The Tuomy Hills Service Station is a commercial building located at 2460 Washtenaw Avenue in Ann Arbor, Michigan. It was listed on the National Register of Historic Places in 2000.

==History==
Cornelius ("Bill") and Kathryn Tuomy were siblings from a family with deep roots in the Ann Arbor area. The pair were in the real estate business, and were responsible for the development of the Tuomy Hills area of Ann Arbor. In 1928, when Stadium Boulevard was first constructed, the Tuomys decided that the area where Stadium crossed Washtenaw needed a gas station. They hired Ann Arbor architects Lynn W. Fry and Paul Kasurin to design this service station, though other sources list the architect as Frank Carson (winner of the 1925 Prix de Rome). The Standard Oil Company leased the station, and exhibited a replica of it at the 1933 World's Fair in Chicago.

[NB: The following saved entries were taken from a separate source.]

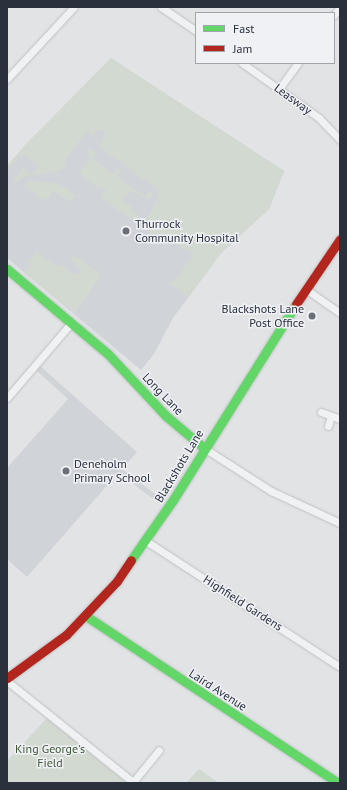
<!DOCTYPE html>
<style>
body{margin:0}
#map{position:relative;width:347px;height:790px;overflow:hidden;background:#e1e3e5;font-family:"PT Sans",sans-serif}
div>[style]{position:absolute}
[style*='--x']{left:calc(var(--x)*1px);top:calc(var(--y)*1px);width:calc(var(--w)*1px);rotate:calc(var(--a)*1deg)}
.built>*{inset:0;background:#d0d3d8}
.green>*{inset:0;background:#d2d9d1}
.roads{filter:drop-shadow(0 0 1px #bfc1c3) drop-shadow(0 0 1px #bfc1c3)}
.street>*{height:7px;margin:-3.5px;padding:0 3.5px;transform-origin:3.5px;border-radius:3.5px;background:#f0f1f3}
.fast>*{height:9px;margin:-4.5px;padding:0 4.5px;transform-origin:4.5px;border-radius:4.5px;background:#63d668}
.jam>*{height:9px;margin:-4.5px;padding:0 4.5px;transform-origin:4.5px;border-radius:4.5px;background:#b3261e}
.dots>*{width:11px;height:11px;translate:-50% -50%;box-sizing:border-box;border:2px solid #eff1f5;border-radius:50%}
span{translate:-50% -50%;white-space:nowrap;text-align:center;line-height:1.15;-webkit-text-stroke:3px #eff1f5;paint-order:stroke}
.street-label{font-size:12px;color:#2a313d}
.poi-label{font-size:12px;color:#2a313d}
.left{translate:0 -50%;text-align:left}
.right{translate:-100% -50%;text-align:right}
.park-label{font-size:12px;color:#3f5738}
.frame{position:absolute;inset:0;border:8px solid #2a313d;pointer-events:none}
.legend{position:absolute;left:195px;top:12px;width:140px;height:52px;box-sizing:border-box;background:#eff1f5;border:1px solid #a0a4ab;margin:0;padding:5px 7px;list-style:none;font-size:12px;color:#2a313d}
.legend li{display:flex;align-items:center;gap:8px;height:20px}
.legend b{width:20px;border:1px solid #a0a4ab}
</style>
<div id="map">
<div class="built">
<i style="clip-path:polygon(111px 58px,284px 171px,269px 209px,221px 253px,173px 318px,154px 354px,141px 370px,7px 258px,7px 166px)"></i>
<i style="clip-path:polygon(40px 366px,137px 452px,122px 469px,163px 500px,159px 503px,118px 473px,27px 577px,7px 559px,7px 468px,68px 399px,36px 370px)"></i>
</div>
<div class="green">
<i style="clip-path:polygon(111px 58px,284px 171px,269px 209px,221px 253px,189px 297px,168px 283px,170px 280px,174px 282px,193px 254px,166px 237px,162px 242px,141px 227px,157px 200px,158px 190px,98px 146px,106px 133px,103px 131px,102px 132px,97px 130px,92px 136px,86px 132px,64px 162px,66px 164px,62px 171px,27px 176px,17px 182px,13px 180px,23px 168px,31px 175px,38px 166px,25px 155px,19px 156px,7px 171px,7px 166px,23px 147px)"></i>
<i style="clip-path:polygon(91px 149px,96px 153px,93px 159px,113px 173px,117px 168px,121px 171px,118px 176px,124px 182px,145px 196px,149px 191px,153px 193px,152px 199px,146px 198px,130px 191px,123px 201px,134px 209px,132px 212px,140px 215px,135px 222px,101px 198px,108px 188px,100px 190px,79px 173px,90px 156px,85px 152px)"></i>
<i style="clip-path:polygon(29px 180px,60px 184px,75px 195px,71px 202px,53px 192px,45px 201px,24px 186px)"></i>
<i style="clip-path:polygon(37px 251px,47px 260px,58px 266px,60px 264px,71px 273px,77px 275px,80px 269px,70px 259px,73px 255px,99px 273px,100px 277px,75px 313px,24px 273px,30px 264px,27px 261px)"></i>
<i style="clip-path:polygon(47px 718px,127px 783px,7px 783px,7px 761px)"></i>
<i style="clip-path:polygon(199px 769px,219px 783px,186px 783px)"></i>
</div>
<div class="roads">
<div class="street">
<i style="--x:161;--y:7;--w:42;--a:34.4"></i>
<i style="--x:334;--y:15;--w:10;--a:-53"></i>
<i style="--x:242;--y:63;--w:95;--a:35.5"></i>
<i style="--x:319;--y:118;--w:30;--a:46"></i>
<i style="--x:7;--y:79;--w:98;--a:-47.1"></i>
<i style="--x:279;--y:89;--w:32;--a:-54"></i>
<i style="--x:307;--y:290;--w:40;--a:34.9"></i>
<i style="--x:7;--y:398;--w:99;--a:-49.5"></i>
<i style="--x:321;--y:412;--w:20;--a:20"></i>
<i style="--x:328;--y:426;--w:10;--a:-73"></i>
<i style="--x:204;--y:448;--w:80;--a:32.7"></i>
<i style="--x:271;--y:491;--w:76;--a:24.9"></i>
<i style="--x:146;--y:541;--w:231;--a:33"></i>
<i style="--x:7;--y:681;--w:161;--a:38.7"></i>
<i style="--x:133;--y:782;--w:41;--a:-50.9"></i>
</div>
<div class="fast">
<i style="--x:7;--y:269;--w:132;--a:40.1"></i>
<i style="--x:108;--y:354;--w:85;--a:46.9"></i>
<i style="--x:166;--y:416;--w:50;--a:40.1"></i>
<i style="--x:131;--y:560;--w:73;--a:-55"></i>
<i style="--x:173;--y:500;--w:231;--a:-57.9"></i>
<i style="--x:86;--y:616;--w:302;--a:33.5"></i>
</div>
<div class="jam">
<i style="--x:296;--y:304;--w:78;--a:-55.9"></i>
<i style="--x:7;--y:678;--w:73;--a:-36.1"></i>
<i style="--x:66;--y:635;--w:74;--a:-46.6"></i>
<i style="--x:117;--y:581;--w:25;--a:-56"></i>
</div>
</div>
<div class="dots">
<i style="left:126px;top:231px;background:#6a6f78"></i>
<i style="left:312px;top:316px;background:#6a6f78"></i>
<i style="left:66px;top:471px;background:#6a6f78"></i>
</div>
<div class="street-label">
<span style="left:293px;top:99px;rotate:36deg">Leasway</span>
<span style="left:163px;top:394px;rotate:46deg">Long Lane</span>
<span style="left:179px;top:466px;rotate:-59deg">Blackshots Lane</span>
<span style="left:243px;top:603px;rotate:33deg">Highfield Gardens</span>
<span style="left:218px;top:690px;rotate:33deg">Laird Avenue</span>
</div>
<div class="poi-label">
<span class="left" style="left:135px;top:231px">Thurrock<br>Community Hospital</span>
<span class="right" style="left:304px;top:316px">Blackshots Lane<br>Post Office</span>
<span class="left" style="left:74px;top:471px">Deneholm<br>Primary School</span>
</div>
<div class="park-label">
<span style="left:50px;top:756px">King George's<br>Field</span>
</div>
<div class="frame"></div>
<ul class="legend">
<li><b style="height:5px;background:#63d668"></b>Fast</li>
<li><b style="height:5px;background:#b3261e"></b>Jam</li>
</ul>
</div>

When Bill Tuomy died in 1966, Standard Oil bought the station, and ran it until 1988 when it was boarded up. In 1999, the station was refurbished for use as a University Bank ATM branch. In 2005, Bearclaw Coffee Co. moved into the station, and remains there as of 2026.

==Description==
The Tuomy Hills Service Station is a single story commercial building, constructed in a style variously described as reflecting an Irish gatehouse or English gatekeeper's cottage. The walls consists of eight inches of brick faced with eight inches of stone. The station sits on a heavy concrete pad, and is roofed with slate. The structure has two porte-cochères, each supported with hand-hewn oak pillars.